Los primeros trabajos de Gallegos fueron unos ensayos en los que aparecen muy tempranamente –Gallegos era un joven veintiañero para la época– la visión de un observador perpicaz, agudo, sincero, con una gran firmeza y honestidad para poner el dedo sobre las verdaderas lacras sociales que tenían enfermo al país. Releyendo sus trabajos sobre educación (por ejemplo, el que se titula “El factor educación”), o cualquiera otro de los ensayos que publicó en La Alborada, uno entiende que estaba naciendo un sólido pensador y un gran escritor en esa hora que parecía ser la del alba, y que en realidad era el comienzo de un anochecer que se volvió noche impenetrable durante casi seis lustros de régimen gomecista.
Poco después, en 1910, Gallegos comenzó a publicar cuentos en una de las más célebres revistas que jamás se conocieron en Hispanoamérica, El Cojo Ilustrado, nombre un poco atrabiliario, pero que tiene su historia. Fue el gran vocero del modernismo venezolano y la publicación periódica por excelencia de gran parte de los grandes maestros del modernismo hispanoamericano. Sería largo enumerar las firmas que allí aparecen, no solamente de Hispanoamérica y de Venezuela, sino también de algunos de los más connotados escritores europeos de ese momento. Es una revista como quizás no ha tenido otra Venezuela. Murió en 1915, cuando falleció su director, don José María Herrera Yrigoyen. Ser colaborador de El Cojo Ilustrado era una distinción, porque para llegar a sus páginas era necesario tener alguna obra de significación.

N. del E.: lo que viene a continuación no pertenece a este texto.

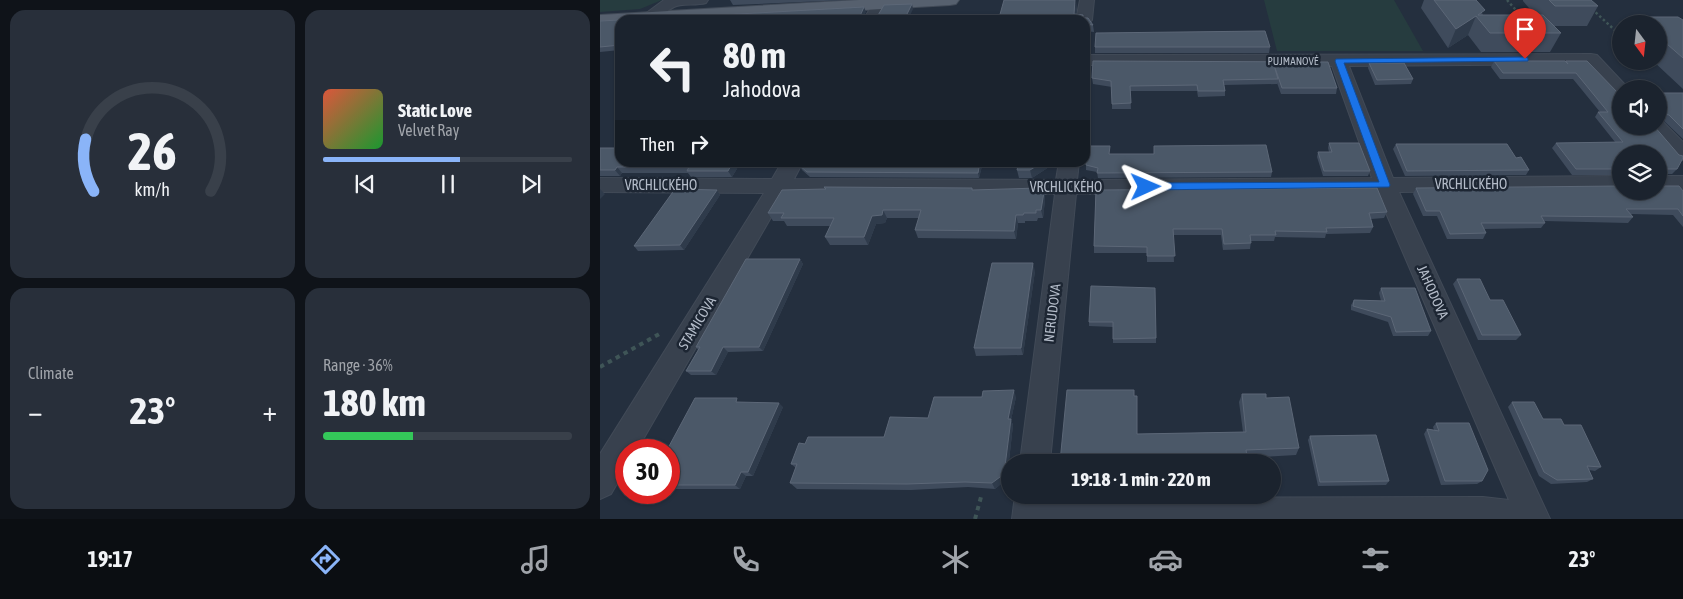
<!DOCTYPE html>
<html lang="en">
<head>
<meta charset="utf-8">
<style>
  :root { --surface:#1b232e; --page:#282f3a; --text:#f1f3f6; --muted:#a0a4aa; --line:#39404a; --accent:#8ab4f8 }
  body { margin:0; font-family:"Asap Condensed",sans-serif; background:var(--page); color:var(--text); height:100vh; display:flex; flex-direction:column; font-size:19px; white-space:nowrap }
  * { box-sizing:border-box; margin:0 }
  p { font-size:16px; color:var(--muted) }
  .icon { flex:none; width:28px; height:28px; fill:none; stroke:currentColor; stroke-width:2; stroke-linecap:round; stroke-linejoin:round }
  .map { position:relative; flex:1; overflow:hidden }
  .panel { display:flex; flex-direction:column; gap:10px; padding:10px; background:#0f1319; width:600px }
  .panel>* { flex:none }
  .banner { position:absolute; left:15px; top:15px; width:475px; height:152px; border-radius:15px; box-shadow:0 1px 4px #0004,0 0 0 1px var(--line); background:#1b232e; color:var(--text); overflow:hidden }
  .needle { width:32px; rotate:165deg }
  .controls { position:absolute; left:1012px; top:15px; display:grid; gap:10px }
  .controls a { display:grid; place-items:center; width:55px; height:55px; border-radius:50%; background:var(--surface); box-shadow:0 1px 4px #0004,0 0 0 1px var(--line); font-size:25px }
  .speed { position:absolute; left:15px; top:439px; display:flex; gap:10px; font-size:25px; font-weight:700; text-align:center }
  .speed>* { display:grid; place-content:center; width:65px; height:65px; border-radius:50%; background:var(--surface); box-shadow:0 1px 4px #0004,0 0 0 1px var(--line); line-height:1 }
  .speed .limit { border:8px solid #d22; background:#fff; color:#111 }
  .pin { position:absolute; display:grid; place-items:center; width:42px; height:42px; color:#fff; margin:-51px -21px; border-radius:50% 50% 50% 0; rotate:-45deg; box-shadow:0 0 5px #0007 }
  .pin .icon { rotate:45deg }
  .me { position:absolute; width:55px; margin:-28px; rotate:89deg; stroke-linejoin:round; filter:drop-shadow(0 0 4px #0008) }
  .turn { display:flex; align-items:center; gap:18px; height:105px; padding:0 25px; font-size:22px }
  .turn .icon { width:65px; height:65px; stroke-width:2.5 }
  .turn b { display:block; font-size:35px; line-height:42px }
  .then { display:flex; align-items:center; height:48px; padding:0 25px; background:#0003; gap:10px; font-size:19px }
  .big { font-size:38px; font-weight:700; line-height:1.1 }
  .panel .widget { flex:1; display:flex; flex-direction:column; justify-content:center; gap:8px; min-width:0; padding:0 18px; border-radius:15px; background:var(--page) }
  .panel .dial { align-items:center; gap:0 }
  .dial svg { height:130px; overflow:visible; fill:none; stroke:var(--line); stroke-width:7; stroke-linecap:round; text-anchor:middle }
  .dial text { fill:var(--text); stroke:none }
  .song { display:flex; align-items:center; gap:15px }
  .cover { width:60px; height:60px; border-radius:8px; background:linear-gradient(135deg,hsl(10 70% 55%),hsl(130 70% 35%)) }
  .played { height:5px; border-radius:2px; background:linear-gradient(90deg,var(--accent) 55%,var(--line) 55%) }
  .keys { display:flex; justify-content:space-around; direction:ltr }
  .heat { display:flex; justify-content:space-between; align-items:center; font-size:28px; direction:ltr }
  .charge { height:8px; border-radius:4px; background:linear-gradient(90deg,#34c759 36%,var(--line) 0) }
  .panel .tiles { flex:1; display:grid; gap:10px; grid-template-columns:repeat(2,1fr) }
  .trip { position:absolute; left:401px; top:454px; width:280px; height:50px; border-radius:25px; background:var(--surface); box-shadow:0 1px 4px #0004,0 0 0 1px var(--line); font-weight:700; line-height:50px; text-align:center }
  .tab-bar { display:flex; height:80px; justify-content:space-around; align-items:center; background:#0b0e12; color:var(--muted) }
  .tab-bar .icon { width:35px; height:35px }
  .tab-bar .on { color:var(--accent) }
  .tab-bar b { font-size:22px; color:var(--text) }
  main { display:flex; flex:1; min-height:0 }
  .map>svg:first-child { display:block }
  .green { fill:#263c3f }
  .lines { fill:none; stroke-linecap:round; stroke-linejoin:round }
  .minor-casing { stroke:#414a57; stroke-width:2 }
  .major-casing { stroke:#414a57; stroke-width:2 }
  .path-far1 { stroke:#3f5557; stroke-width:2.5; stroke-dasharray:2.5 2.5; stroke-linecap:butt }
  .path { stroke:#3f5557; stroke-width:4; stroke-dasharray:4.5 4.5; stroke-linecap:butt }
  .minor { fill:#38414e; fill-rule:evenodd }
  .major { fill:#56606e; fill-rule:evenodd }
  .wall { fill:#3f4b5c }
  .shaded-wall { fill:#2f3b4b }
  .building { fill:#4b5868; stroke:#5c6777 }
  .route { fill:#1a73e8; stroke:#114b97 }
  .labels { text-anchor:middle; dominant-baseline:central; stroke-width:5; stroke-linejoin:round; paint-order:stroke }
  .far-street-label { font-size:11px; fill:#b4bcc9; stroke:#1d2633 }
  .street-label { font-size:14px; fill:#b4bcc9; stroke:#1d2633 }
</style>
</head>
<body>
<main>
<section class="panel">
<div class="tiles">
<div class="widget dial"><svg viewBox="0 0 100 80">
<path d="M14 69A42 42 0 1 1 86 69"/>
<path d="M14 69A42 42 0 0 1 9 37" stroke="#8ab4f8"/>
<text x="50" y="56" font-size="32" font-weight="700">26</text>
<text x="50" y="72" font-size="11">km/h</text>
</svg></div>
<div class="widget">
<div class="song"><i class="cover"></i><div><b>Static Love</b><p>Velvet Ray</p></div></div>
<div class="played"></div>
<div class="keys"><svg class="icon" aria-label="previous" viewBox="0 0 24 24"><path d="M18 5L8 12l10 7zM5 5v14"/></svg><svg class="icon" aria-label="pause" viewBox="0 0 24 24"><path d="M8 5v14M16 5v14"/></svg><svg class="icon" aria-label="next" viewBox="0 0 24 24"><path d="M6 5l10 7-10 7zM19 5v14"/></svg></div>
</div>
<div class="widget"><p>Climate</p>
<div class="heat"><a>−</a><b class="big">23°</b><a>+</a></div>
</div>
<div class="widget"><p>Range · 36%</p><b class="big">180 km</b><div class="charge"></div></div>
</div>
</section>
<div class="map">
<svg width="1083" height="519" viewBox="0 0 1083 519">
  <rect width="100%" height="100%" fill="#242f3e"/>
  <!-- green -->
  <path class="green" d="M0,0H62L40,9L0,12Z
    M664,0H794L823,51H677Z"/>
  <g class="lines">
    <defs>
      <path id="minor" d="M64,0H108L106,3C96,6 82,3 74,7C61,14 61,20 44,20L42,17L45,14Z
        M282,0L287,4L279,20H263L275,1Z
        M480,0H494L492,20L489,23L485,24V20H476Z
        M991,54L997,55L1029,89H1021V95L1015,94L986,64L749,66L793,178L1021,176V190L799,192L950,519H412L415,495H447L446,503L467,498L883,497L909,500L777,192L476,194L450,462H420L455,194L185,193L37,450H26V468L11,494L0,499V454L164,193L0,192V178L172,179L182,162H203L194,179L456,180L459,162H479L477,180L772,178L732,66L485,65V55Z
        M1059,121L1063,122L1083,142V160L1076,159L1047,126H1059Z
        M1059,176H1083V190H1059Z"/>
      <path id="major" d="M259,0H359L356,4L350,5L93,20H20V24L0,25V15Z"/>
    </defs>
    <!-- minor casing -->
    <use href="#minor" class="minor-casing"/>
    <!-- major casing -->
    <use href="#major" class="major-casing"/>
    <!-- path-far1 -->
    <path class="path-far1" d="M907,0L921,16
      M992,9L1021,36"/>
    <!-- path -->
    <path class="path" d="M0,367L61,333
      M375,519L381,497"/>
    <!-- minor -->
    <use href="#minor" class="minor"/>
    <!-- major -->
    <use href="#major" class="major"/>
  </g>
  <!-- wall -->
  <path class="wall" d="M130,0H246L133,5Z
    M824,0H876L883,15H935L923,1V0H991L998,6L987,26H954L961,33L950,52H881L868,35L848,48L821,8Z
    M477,8L476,14L483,18L493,25L494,32L485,31V20H399V18Z
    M1036,17L1083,20V89L1053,61H1059V24H1032Z
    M61,18L63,20H20V50L0,52V21Z
    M495,47H670L669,53H495Z
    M894,61H987L1077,169L1072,174H1062V186L1083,191V227L1073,215L1031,214L1033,217L1028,223L944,221L945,223L941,228L884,229L886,233L883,239H847L837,216H823L813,194L816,188L1059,191L1021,154V175H972L952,148L956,143L1015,142L995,117L998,112H1000L973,79H900L891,67Z
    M728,62L737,88L736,94H681L677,83V84L624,85L625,91V96L598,97L597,91H530L531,109H512V87L493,84L492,78Z
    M769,63L813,79L811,84L775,85L768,68Z
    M1059,93H1083V139L1064,121L1061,120L1059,122Z
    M729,143L770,171L768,176H723L717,157L718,152H729L728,148Z
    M796,144L916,158L929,170L926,175L805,176L793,149Z
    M554,146L672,172L671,177L498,178L497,172L486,170V165L510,154H554Z
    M0,148L20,162H141L132,177H91L88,173H22L20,176H0Z
    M200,162H383L379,178L210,177L202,170L199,165Z
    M419,162H450L449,167L432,178H419L417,170Z
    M224,187L372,188L373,190L444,192L445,200L443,218H438L437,221H425V223H418L416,239L318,238L315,230L319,218H287L285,223L276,224L268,245H230L225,237L230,226H187L184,221H173L168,213L225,189Z
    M117,190L120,195L84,250L38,251L34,246Z
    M496,190L787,212L784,218L771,219L773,227L770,233L726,234L725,238L675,237L674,241H651L650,249L623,250L621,235H573L574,262H547V253H494V246Z
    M200,259L203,264L163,351L128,352L116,375H91L86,371L98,350L96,347Z
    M435,271L423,355L376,356L374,348Z
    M857,279L921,335L916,340H878L853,284Z
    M491,286L556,338V343H513V327L489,326V322Z
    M781,288L831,331L828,336H793L788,322L751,310V305L754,300L781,301L779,293Z
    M642,394L666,398L699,448L696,455L647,458L537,434L643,432L639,402Z
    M416,397L411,420L413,425L407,479L395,489L368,487L311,490L197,489L190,483L196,468L191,464L205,444L284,437L328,418Z
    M141,402L183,407L153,476H146L140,489H69V450Z
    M912,402L943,419L964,425L1001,467L995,471L989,470L993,479L987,482L951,484L939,476L908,407Z
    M836,423L882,481L877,484L841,485L824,434L827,429L834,430L833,427Z
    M710,436L789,481L786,485L718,486L708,440Z"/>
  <!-- shaded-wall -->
  <path class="shaded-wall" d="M476,1L477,8L475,20L474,14Z
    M312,4L313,9L308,20H304Z
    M264,7L266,12L262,20L260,16Z
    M876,16L868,35L848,48L856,29Z
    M133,162H141L132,177L128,171Z
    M380,162H383L379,178L378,173Z
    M443,162H450L449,167L432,178L430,170Z
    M17,167L22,173L20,176L15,170Z
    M0,189L5,194L0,199Z
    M117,190L120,195L84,250L80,245Z
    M444,192L445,200L443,218L441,210Z
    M283,210L287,218L285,223L276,224L268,245L264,237L272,216Z
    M416,215L418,223L416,239L414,231Z
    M200,259L203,264L163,351L159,347Z
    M433,263L435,271L423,355L421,348Z
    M123,347L128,352L116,375L111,371Z
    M414,390L416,397L411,420L413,425L407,479L395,489L392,483L408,419Z
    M179,403L183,407L153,476L148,472Z
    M141,472L146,476L140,489L135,485Z"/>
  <!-- building -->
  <path class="building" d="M404,0H475L474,14L483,15V18H488L493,25L485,24V20H423L424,17L399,18Z
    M834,0H876L885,10L878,15H943L961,33H890L876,16L856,29Z
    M949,0H991L998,6H955Z
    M312,4L304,20H116L120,15L264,7L260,16L277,17L284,5Z
    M1036,17H1078L1083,20V58L1059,37V24H1044Z
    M61,18L59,20H20V45L0,47V21Z
    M665,31L670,47H495L496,33Z
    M493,61L728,62L737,88H682L674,65L678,79L623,80L625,91H598L597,85L530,86L531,103L512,104L511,81L492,78Z
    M894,61H965L968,64L966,61H987L1019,94H1021V126H1054L1079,155L1083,156V158L1077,169H1062V186H1079L1083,191V216L1078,209H1026L1033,217L941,216L945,223H881L886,233L850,234L840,211H826L816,188L1021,186V191H1059V154H1021V169H976L956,143L1023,142L998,112H1008L976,73H903Z
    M769,63H804L813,79L777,80Z
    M1059,93H1083V129L1069,115L1064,114L1061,119H1059Z
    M729,143H759L770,171H724L718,152H732Z
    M796,144H907L916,158L921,157L929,170L807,171Z
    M666,145L672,172L497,173L498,168L486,165L487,146H510L509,154H554V146Z
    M0,148H20V162H133L128,171H87L89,167H17L15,170H0Z
    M200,162H380L378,173L207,172L199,165Z
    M419,162H443L430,170H417Z
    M224,187L372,188V190L439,188L444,192L441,210H436V213H424L423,215H416L414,231L315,230L321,210H283L282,215L272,216L264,237H225L234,218H181L184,213H168L182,190L226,189Z
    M777,188L787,212L769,213L773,227L726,228L727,232L675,231L676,235H650L651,243L624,244L622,229H573L575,256H547V247L494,246L496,190Z
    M75,189L117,190L80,245L34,246Z
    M146,259H200L159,347H123L111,371H86L100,347H96Z
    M392,263H433L421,348H374Z
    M857,279H880L890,300H903L921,335H882Z
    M491,286L555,288L556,338L513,339V322H489Z
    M781,288H815L831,331L796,332L791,317L753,306L754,300L785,301Z
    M414,390L408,419H411L404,474L392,483L365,482L307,484L190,483L197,464H191L199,443L205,444L208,437H284L290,417L328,418L334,397H382L383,391Z
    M467,390H534V396H537V434L646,432L642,394H666V398L689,397L699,448L646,450L648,462H460Z
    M95,398H137L136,402L179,403L148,472H141L135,485H69V450H67Z
    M912,402H934L943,419H961L964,425H981L1001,467L987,466L993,479L957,480L944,472Z
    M836,423H869L888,470L882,481H845L827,429L839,431Z
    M776,435L789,481L720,482L710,436Z"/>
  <!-- route -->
  <path class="route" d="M925,57L928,58V61L744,63L790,185L789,187L546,190L541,187L546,183L779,182L735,61L736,59Z"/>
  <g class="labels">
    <!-- far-street labels -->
    <g class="far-street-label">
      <text x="693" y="61">PUJMANOVÉ</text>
    </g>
    <!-- street labels -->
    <g class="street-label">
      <text x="871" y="184">VRCHLICKÉHO</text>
      <text x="61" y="185">VRCHLICKÉHO</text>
      <text x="466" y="187">VRCHLICKÉHO</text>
      <text transform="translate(833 292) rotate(66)">JAHODOVA</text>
      <text transform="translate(452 313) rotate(-83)">NERUDOVA</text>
      <text transform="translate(97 323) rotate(-59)">STAMICOVA</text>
    </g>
  </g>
</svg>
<div class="controls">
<a><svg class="needle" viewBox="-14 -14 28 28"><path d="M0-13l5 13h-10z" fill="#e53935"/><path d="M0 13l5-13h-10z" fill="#a0a4aa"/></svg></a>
<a><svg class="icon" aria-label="sound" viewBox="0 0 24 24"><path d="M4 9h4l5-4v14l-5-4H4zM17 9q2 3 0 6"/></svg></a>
<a><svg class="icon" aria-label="layers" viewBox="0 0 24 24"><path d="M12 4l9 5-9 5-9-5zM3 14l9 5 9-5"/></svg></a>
</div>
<div class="speed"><div class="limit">30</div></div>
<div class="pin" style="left:925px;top:59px;background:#d93025"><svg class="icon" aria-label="arrive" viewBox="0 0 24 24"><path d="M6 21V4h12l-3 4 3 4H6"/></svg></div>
<svg class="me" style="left:546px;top:187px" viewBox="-20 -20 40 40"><path d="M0-17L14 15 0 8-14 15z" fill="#1a73e8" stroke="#fff" stroke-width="4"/></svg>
<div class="trip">19:18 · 1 min · 220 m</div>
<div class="banner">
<div class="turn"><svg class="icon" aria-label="left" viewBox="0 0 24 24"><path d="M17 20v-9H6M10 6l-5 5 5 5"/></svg><div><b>80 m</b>Jahodova</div></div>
<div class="then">Then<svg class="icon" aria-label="right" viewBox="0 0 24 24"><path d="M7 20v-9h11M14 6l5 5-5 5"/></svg></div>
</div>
</div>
</main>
<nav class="tab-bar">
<b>19:17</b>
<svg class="icon on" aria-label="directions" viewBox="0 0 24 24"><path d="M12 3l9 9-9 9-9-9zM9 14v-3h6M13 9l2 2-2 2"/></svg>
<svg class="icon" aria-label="music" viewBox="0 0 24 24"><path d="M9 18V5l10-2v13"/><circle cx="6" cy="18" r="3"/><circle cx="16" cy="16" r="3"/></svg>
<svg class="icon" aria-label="phone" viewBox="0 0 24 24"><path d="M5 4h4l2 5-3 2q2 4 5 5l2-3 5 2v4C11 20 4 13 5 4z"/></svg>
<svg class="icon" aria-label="climate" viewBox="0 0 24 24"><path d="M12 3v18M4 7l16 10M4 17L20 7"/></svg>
<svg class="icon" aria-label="car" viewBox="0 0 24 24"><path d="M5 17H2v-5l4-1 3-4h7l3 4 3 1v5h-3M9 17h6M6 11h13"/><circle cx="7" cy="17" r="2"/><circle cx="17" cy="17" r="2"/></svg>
<svg class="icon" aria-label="filters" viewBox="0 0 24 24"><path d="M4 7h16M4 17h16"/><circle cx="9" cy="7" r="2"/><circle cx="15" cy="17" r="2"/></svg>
<b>23°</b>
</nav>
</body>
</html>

Entre 1909 y 1910, Gallegos está publicando ensayos sobre temas sociales, políticos, educativos en La Alborada; se está dando a conocer como cuentista desde las páginas de El Cojo Ilustrado. Pero además está escribiendo obras de teatro –el año 10 concluye El motor, que se conserva y La esperada, que se perdió–. El motor llegó a ser representado años después, en 1915, por la compañía española Mendizábal Ross, en el Teatro Caracas. Por esta misma época de 1910 comenzaba a escribir una primera novela que nunca alcanzó a terminar, cuyos fragmentos se convertirían en relatos cortos. Una novela que probablemente se iba a titular “Entre las ruinas”, y que era posiblemente el primer borrador de su primera novela, Reinaldo Solar; 1910 es, pues, un año crucial en la vida de Gallegos. Pareciera haber estado probando los alcances de su inteligencia, los matices de su sensibilidad. Se le siente buscando el camino. Mira hacia el ensayo. Prueba con el cuento. Se atreve con la novela. Tantea el teatro que será su ruta más corta. Gallegos no alcanzará a ser propiamente un dramaturgo. Aparte de las dos obras citadas y de varios cuentos suyos que él dramatizó, no se ocupó más del teatro. Sus experiencias en el arte dramático derivaron más tarde hacia el lenguaje cinematográfico.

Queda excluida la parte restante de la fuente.